Monitor, kentsel mekânın dönüşümü üzerinden toplumun hafızasını sorguladığı “Burada Hiçbir Şey Olmadı” isimli sergide, Gülsün Karamustafa ve Chto Delat’ı ağırlıyor. Kültür için Alan destekli Monitor’ün İzmir Fuarı döneminde, 1938’de inşa edilip günümüze kadar ayakta kalan ve kentin hafıza merkezi olarak da tanımlayabileceğimiz Kültürpark’ta bulunan Pakistan Pavyonu’nu mekân olarak kullandığı sergi, 26 Ekim – 5 Kasım 2018 tarihleri arasında ziyaret edilebilir.
“Burada Hiçbir Şey Olmadı”, iktidarın, topluma hükmetme aracı olarak kullandığı mekânda yaptığı dönüşümlerle şekillendirdiği kentsel hafıza üzerinden, hatırladıklarımız ve henüz duymadıklarımız arasındaki mesafeyi katetmemiz için çağrıda bulunuyor.

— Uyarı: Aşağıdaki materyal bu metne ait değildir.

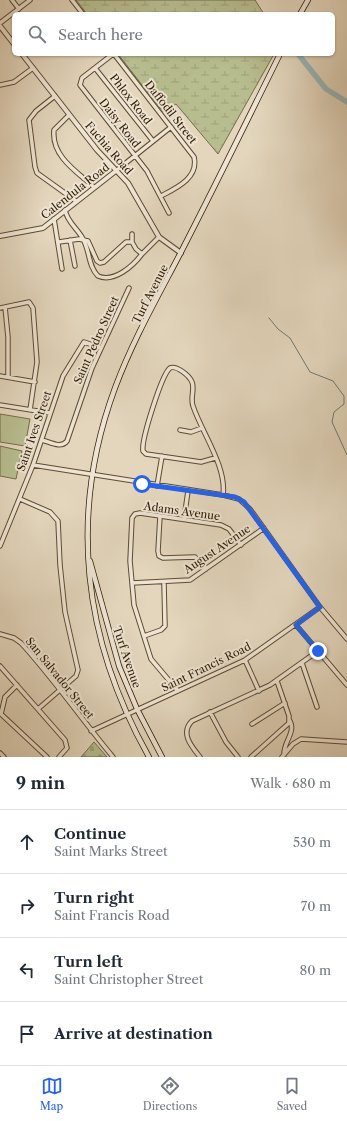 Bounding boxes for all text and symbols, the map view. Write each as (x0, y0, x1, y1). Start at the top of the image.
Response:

Yaşamını ve çalışmalarını İstanbul’da sürdüren, Türkiye güncel sanatına yön vermiş önemli isimlerden sanatçı Gülsün Karamustafa, 2005 yılında gerçekleştirdiği çalışması “Meydanın Belleği”nde, bir meydanda yaşanan toplumsal olaylar ve bu meydanın yakınında oturan bir ailenin yaşadıklarına odaklanır. Toplumsal olaylarla şekillenen Taksim Meydanı’ndan dokümanter görüntülerin olduğu video, Osmanlı Dönemi’nde uçurulan ilk balonla başlar. Kimi zaman kutlama, kimi zaman direniş yeri olan meydanda ortak olan, bir araya gelme halidir. Pencerenin ardından görülenlerin yarattığı etkiyi ise, ne gördüklerini göremesek de duyduklarını işittiğimiz, meydanın yanı başında yaşayan aile fertlerinin tepkileri üzerinden değerlendiririz.
Yazar, sanatçı, eleştirmen ve felsefecilerden oluşan Rus kolektif Chto Delat’ın 2008’de başladığı müzikal üçlemesine, 2010 yılında ekledikleri son çalışma “The Tower: A Songspiel”de, Rusya’da yaşanan toplumsal olaylardan yola çıkılıyor. Dünyanın en büyük şirketlerinden biri olan Gazprom’un, genel merkezi olarak kullanmayı planladığı gökdelenin, kente getireceği faydaların yerel politikacılar, şirket yöneticileri, müze yöneticisi ve bir din adamı tarafından aktarıldığı videoda diğer köşede yer alanlar ise işçi, emekli, entelektüel, göçmen ve evsizlerin de aralarında bulunduğu toplumun farklı kesimlerinden kişilerden oluşuyor. UNESCO Dünya Mirası Alanı olarak kabul edilen Saint Petersburg’da yapılması planlanan gökdelen, kentin 18. yüzyıla ait tarihi dokusuna zarar vereceğinden, oldukça sert bir çatışmanın ortaya çıkmasına sebep oluyor. Direnişe rağmen tüm izinlerin alınıp, 2012’de inşasına başlanan gökdelen, tamamlandığında Avrupa’nın en yüksek binası olacak.